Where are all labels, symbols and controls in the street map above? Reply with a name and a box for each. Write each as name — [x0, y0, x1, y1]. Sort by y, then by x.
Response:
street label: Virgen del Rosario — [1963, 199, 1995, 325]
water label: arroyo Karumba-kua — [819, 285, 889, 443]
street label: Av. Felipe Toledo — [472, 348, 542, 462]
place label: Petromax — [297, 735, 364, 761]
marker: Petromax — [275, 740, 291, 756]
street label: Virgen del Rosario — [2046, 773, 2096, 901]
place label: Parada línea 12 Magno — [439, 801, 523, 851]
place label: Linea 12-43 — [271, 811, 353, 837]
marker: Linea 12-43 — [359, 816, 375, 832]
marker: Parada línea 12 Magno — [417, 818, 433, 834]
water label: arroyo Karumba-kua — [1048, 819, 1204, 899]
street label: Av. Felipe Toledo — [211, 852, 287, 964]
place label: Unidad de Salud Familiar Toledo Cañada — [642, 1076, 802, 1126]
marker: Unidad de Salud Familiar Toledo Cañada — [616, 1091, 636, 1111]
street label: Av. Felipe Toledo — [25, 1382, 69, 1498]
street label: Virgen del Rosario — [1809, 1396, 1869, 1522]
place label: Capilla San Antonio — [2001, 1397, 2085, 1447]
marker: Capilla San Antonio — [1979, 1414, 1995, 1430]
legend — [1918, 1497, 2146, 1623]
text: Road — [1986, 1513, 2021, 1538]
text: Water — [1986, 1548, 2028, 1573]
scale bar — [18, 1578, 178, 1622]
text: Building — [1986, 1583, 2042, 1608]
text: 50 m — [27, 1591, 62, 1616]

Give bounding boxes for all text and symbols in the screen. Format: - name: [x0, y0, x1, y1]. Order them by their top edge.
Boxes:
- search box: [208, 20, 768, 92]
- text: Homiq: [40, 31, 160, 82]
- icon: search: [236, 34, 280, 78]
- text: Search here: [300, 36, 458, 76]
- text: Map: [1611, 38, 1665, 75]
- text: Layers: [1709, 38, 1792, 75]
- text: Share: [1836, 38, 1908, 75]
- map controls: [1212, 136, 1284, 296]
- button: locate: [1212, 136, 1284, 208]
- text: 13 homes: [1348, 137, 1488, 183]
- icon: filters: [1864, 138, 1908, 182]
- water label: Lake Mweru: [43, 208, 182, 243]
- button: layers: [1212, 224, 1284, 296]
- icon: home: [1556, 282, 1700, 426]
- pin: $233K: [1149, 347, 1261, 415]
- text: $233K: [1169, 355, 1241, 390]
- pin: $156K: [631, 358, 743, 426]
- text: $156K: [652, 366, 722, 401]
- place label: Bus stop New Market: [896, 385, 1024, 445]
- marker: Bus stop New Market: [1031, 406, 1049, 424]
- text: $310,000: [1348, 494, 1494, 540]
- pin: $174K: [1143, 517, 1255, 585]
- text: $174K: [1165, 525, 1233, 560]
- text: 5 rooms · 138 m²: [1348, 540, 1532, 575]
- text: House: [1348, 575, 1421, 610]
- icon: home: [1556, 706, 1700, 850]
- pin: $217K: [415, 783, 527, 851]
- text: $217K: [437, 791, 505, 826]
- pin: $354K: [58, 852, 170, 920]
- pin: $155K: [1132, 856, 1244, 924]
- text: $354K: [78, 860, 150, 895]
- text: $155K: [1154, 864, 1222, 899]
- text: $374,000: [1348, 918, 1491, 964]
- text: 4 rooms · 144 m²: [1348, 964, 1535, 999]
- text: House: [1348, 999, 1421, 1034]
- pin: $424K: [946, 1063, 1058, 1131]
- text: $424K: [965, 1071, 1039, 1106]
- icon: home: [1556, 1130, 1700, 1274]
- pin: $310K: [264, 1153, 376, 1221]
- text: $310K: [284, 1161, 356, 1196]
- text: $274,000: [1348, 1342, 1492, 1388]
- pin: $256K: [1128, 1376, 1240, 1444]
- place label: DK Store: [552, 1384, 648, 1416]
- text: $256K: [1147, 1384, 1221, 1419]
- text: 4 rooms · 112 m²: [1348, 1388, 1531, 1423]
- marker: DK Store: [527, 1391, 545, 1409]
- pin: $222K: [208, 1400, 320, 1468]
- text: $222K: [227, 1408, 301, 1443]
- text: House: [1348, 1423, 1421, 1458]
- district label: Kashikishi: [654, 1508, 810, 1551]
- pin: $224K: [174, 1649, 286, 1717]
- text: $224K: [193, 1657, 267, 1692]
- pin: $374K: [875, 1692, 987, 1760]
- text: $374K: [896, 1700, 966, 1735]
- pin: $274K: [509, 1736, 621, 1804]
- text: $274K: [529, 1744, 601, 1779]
────────
Find and copy every line in the entries above where the string "Toledo" occurs.

street label: Av. Felipe Toledo — [472, 348, 542, 462]
street label: Av. Felipe Toledo — [211, 852, 287, 964]
place label: Unidad de Salud Familiar Toledo Cañada — [642, 1076, 802, 1126]
marker: Unidad de Salud Familiar Toledo Cañada — [616, 1091, 636, 1111]
street label: Av. Felipe Toledo — [25, 1382, 69, 1498]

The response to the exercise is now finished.